**To do**
Go over the data below line by line, and state how many lines contain the string "list". Give the number only.

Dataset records
========
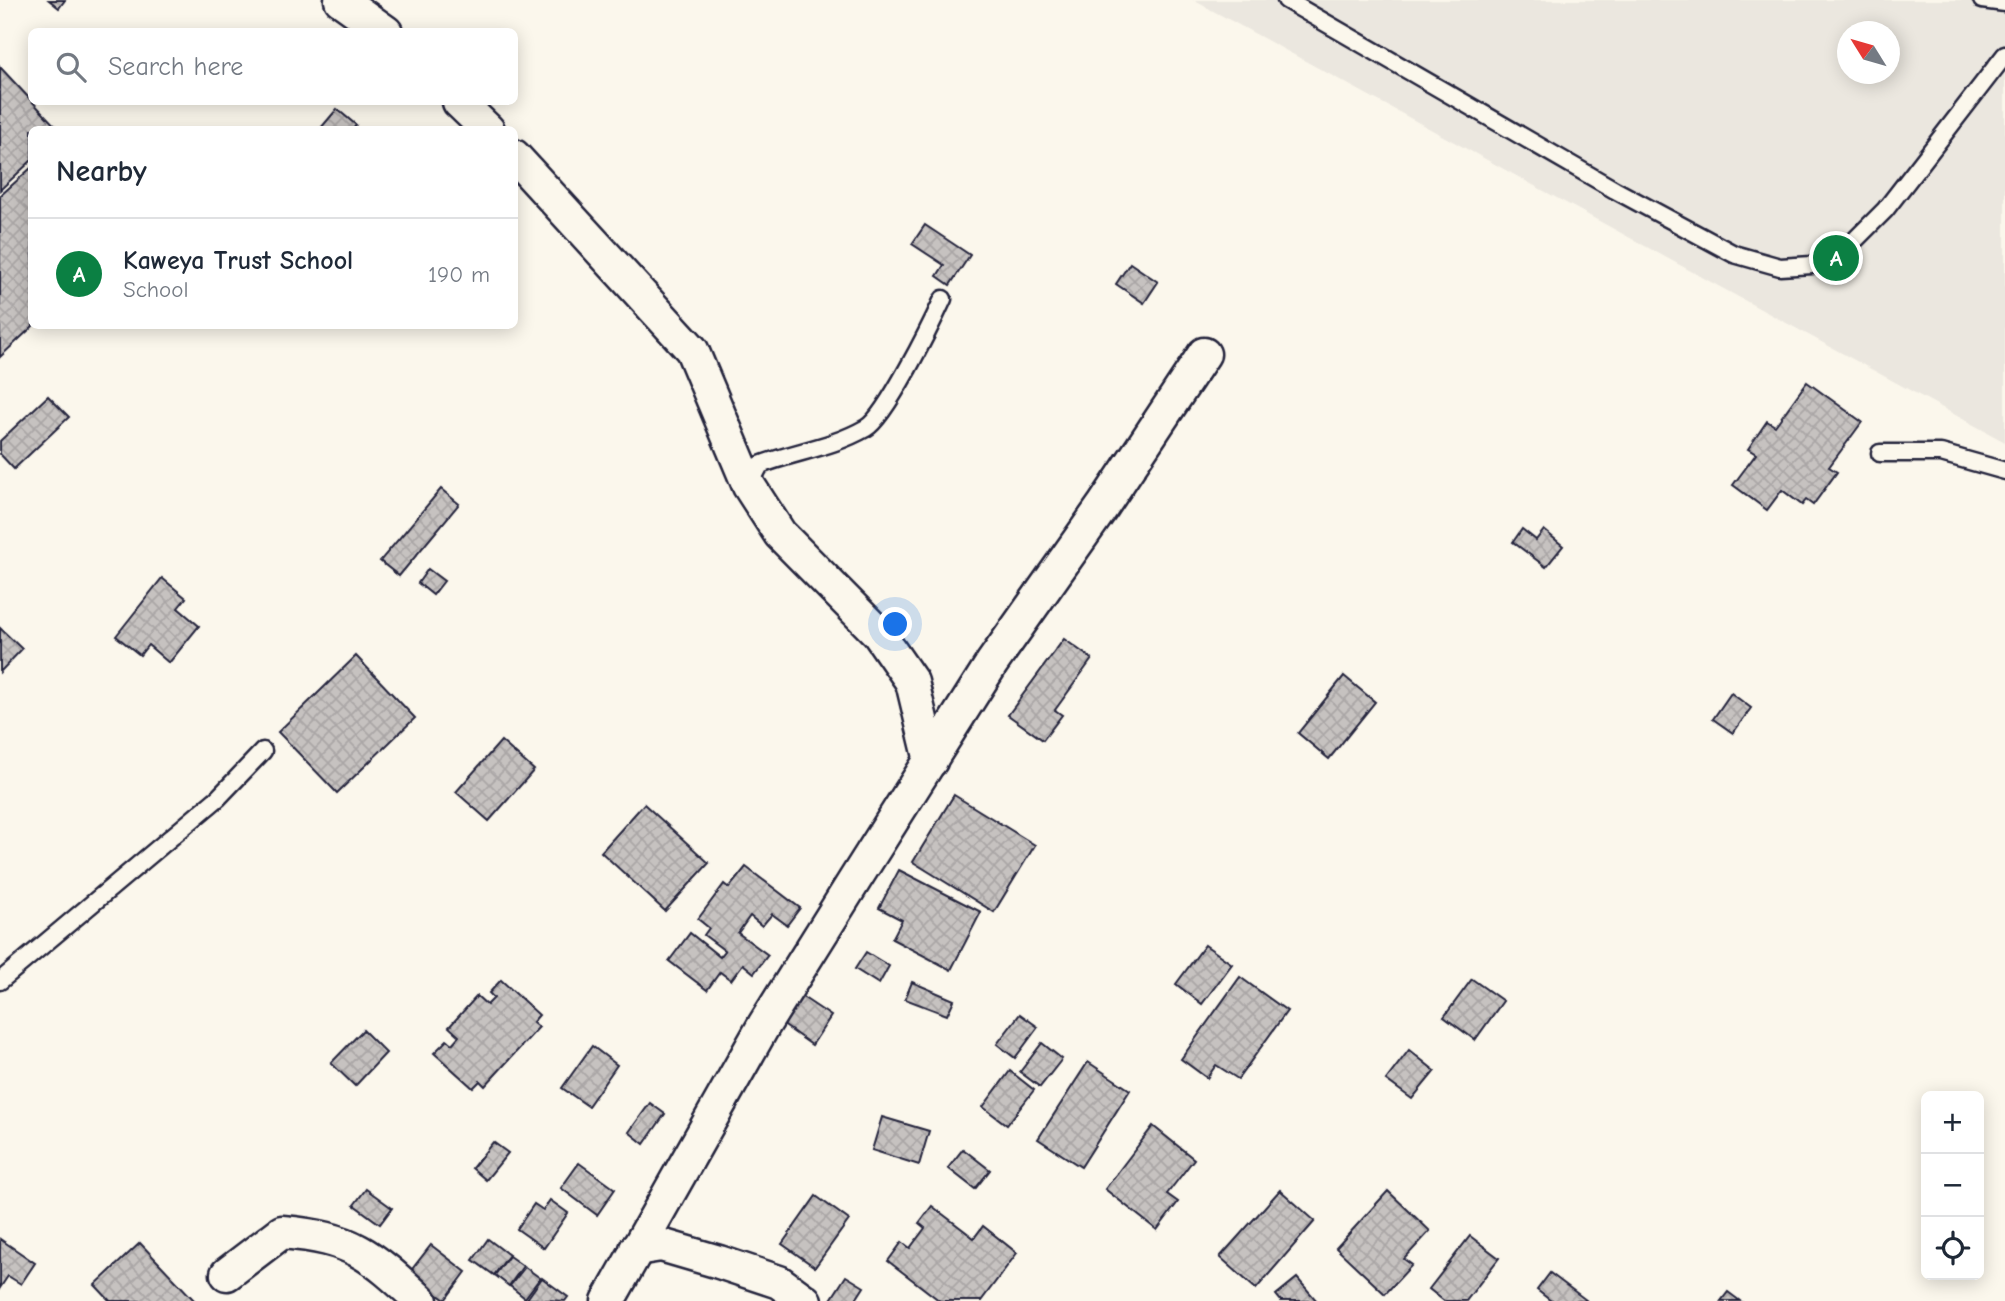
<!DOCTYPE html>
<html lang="en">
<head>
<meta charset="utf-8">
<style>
  body { margin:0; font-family:"Comic Neue",sans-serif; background:#f2f2f3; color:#1f2937 }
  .controls { position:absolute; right:21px; bottom:21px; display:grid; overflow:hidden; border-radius:10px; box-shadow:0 4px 18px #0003 }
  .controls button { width:63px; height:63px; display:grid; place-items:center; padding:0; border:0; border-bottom:2px solid #e0e1e3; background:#fff; color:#1f2937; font:35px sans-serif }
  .compass { position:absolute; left:1837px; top:21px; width:63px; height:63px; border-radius:50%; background:#fff; box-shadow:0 4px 18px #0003; rotate:307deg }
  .you { position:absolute; left:896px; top:625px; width:24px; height:24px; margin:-18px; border:5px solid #fff; border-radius:50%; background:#1a73e8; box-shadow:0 0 0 10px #1a73e833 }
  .badge { display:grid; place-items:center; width:46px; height:46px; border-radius:50%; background:#0b8043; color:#fff; font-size:23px; font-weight:700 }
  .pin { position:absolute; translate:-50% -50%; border:4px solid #fff; box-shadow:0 2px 7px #0006 }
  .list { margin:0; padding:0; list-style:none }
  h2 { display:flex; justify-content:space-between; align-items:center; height:91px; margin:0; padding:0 28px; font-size:30px }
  h2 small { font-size:23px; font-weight:400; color:#747a83 }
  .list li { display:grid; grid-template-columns:46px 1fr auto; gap:21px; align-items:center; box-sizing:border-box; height:112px; padding:0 28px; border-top:2px solid #e0e1e3 }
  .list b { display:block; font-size:26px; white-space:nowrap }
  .list p { margin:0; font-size:23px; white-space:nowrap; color:#747a83 }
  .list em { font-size:23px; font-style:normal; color:#747a83 }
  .icon { flex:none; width:38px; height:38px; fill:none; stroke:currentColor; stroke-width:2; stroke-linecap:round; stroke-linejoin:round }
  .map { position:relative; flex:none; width:2005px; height:1301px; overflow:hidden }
  .search { position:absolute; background:#fff; box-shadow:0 4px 18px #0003; left:28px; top:28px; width:490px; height:77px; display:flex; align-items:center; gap:18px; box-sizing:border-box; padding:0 24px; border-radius:10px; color:#747a83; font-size:26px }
  .panel { position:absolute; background:#fff; box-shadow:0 4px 18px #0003; left:28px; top:126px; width:490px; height:203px; border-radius:10px }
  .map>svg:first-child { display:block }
  .built { fill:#ebe7df; fill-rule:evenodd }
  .building { fill:url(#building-cross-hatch); stroke:#22223b; stroke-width:2 }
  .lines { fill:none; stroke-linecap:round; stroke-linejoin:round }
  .service-casing { stroke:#22223b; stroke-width:21 }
  .minor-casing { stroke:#22223b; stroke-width:37 }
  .service { stroke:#fbf7ec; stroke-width:16 }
  .minor { stroke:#fbf7ec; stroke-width:32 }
</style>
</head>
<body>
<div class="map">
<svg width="2005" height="1301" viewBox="0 0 2005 1301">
  <defs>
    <pattern id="building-cross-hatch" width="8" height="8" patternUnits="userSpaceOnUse" patternTransform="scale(1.75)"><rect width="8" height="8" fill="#c6c2c0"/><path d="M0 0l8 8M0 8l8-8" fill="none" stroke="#aaa6a6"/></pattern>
  </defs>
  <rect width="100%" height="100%" fill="#fbf7ec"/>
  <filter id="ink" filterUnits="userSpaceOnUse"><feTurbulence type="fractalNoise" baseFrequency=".0143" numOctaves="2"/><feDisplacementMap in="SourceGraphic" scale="14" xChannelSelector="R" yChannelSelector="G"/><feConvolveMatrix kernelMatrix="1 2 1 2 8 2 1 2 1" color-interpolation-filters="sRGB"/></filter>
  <g filter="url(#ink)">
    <path class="built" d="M1193 0H2005V442ZM1848 32H1890V74H1848Z"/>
    <g class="building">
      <polygon points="49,0 65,0 59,8"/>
      <polygon points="0,67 59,130 32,130 32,160 0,190"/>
      <polygon points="337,109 356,125 352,130 320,129"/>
      <polygon points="32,167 33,326 0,357 0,196"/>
      <polygon points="925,225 970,255 950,285 937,276 944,265 912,244"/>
      <polygon points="1130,263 1158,282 1144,303 1116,284"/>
      <polygon points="1807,382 1862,422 1829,467 1837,472 1813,505 1806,500 1802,505 1782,490 1767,510 1733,485 1756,454 1748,449 1767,421 1775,426"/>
      <polygon points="48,396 69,417 14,469 0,454 0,441"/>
      <polygon points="441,489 459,504 399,576 380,561"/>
      <polygon points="1522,529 1536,540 1544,530 1563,546 1546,567 1513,542"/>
      <polygon points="428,569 444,581 433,595 418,583"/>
      <polygon points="162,578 186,598 178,608 199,626 169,663 148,645 140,655 116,636"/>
      <polygon points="0,628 22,649 0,672"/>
      <polygon points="1064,639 1092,659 1055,710 1062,715 1043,740 1008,715"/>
      <polygon points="356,656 415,718 337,793 278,732"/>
      <polygon points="1344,676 1375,702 1329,759 1298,733"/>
      <polygon points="1731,693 1751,708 1733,733 1713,719"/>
      <polygon points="501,741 534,770 489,821 456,792"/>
      <polygon points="954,795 1035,845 994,912 913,862"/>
      <polygon points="644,804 709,863 665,911 601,852"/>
      <polygon points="746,867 800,908 787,925 772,914 762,926 750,916 738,933 768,955 754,973 743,964 731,980 720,972 707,990 669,961 690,933 720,957 725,951 704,935 709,928 698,919 724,884 729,888"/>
      <polygon points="899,870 981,912 951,970 892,939 902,920 879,908"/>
      <polygon points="1205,945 1232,964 1202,1004 1176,984"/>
      <polygon points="866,952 889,966 879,984 855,969"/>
      <polygon points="1240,977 1287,1011 1238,1079 1216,1065 1207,1078 1181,1059"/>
      <polygon points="1472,979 1503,1001 1475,1040 1444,1017"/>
      <polygon points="501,980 539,1015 533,1022 539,1027 485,1086 480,1081 473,1088 434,1053 447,1040 452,1044 459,1036 449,1027 477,996 487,1005 494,998 489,993"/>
      <polygon points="912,982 954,1000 947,1015 905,999"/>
      <polygon points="801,996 831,1016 812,1045 782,1024"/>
      <polygon points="1020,1014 1038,1027 1015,1058 997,1044"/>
      <polygon points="363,1030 386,1053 355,1086 331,1063"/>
      <polygon points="1042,1043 1062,1059 1040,1087 1020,1072"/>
      <polygon points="592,1046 617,1065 588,1106 562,1088"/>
      <polygon points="1409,1050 1435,1071 1412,1099 1386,1080"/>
      <polygon points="1088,1062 1130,1090 1081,1167 1038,1139"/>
      <polygon points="1010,1071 1034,1090 1007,1125 983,1107"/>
      <polygon points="650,1103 665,1114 644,1144 629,1132"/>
      <polygon points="882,1117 929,1131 919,1165 872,1150"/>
      <polygon points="1153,1126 1194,1159 1167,1194 1178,1202 1157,1230 1105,1189"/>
      <polygon points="493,1142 508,1153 486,1180 472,1168"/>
      <polygon points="963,1149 990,1170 975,1189 948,1168"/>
      <polygon points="579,1163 615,1189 597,1215 561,1188"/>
      <polygon points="366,1189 392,1208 380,1224 354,1205"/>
      <polygon points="1280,1190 1315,1221 1256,1289 1220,1257"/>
      <polygon points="1388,1191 1430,1231 1404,1259 1412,1265 1385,1294 1336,1248"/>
      <polygon points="816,1196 849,1220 815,1267 782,1244"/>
      <polygon points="550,1200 568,1213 544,1248 517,1229 534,1204 543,1210"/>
      <polygon points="932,1206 974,1238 983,1226 1017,1253 981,1301 940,1301 888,1261 902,1242 910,1248 925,1228 919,1223"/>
      <polygon points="1470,1236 1499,1258 1466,1301 1444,1301 1429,1289"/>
      <polygon points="0,1239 35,1263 21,1284 8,1276 0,1288"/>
      <polygon points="488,1239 509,1255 494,1275 473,1260"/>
      <polygon points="140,1243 195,1301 110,1301 95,1285"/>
      <polygon points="431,1245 466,1272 445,1300 409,1273"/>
      <polygon points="509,1256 523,1266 509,1286 495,1275"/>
      <polygon points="525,1267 540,1278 525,1298 510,1286"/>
      <polygon points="1550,1273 1586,1300 1585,1301 1551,1301 1537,1290"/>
      <polygon points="846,1276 864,1287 855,1301 830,1301"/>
      <polygon points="542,1278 568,1297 565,1301 527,1299"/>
      <polygon points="1297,1278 1317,1301 1281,1301 1276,1295"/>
      <polygon points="1728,1292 1740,1301 1721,1301"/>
    </g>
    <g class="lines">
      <defs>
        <g id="service">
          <polyline points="1286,0 1615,190 1734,254 1780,267 1812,265 1845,250 1885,210 2005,55"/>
          <polyline points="1982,0 2005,3"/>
          <polyline points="1880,453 1941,453 2005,471"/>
          <path d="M749 486 760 465C796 451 831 448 866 428 886 417 932 323 943 299"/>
          <polyline points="0,981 218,798 263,751"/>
        </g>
        <g id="minor">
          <polyline points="341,0 386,32"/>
          <polyline points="459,102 488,130"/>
          <polyline points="514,156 692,350 749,486 780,534 878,633 912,682 931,761"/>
          <polyline points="636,1249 661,1245 719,1262 779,1282 805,1301"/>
          <path d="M227 1274 282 1232C353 1238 370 1254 421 1301"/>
          <polyline points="608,1301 764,1025 856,878 992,663 1103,506 1204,354"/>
        </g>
      </defs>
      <use href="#service" class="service-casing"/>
      <use href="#minor" class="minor-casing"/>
      <use href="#service" class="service"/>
      <use href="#minor" class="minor"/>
    </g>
  </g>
</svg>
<div class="controls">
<button>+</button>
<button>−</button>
<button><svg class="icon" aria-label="locate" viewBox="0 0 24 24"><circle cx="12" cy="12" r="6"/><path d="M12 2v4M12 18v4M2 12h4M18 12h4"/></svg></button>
</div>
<svg class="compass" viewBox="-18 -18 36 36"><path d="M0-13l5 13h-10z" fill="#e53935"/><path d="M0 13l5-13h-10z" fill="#747a83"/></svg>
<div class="you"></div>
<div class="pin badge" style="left:1836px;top:258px">A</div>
<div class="search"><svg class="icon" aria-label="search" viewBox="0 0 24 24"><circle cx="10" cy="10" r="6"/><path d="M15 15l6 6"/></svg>Search here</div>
<section class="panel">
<h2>Nearby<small></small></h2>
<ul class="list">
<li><span class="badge">A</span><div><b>Kaweya Trust School</b><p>School</p></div><em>190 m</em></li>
</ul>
</section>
</div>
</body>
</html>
========
**Answer to this problem**
6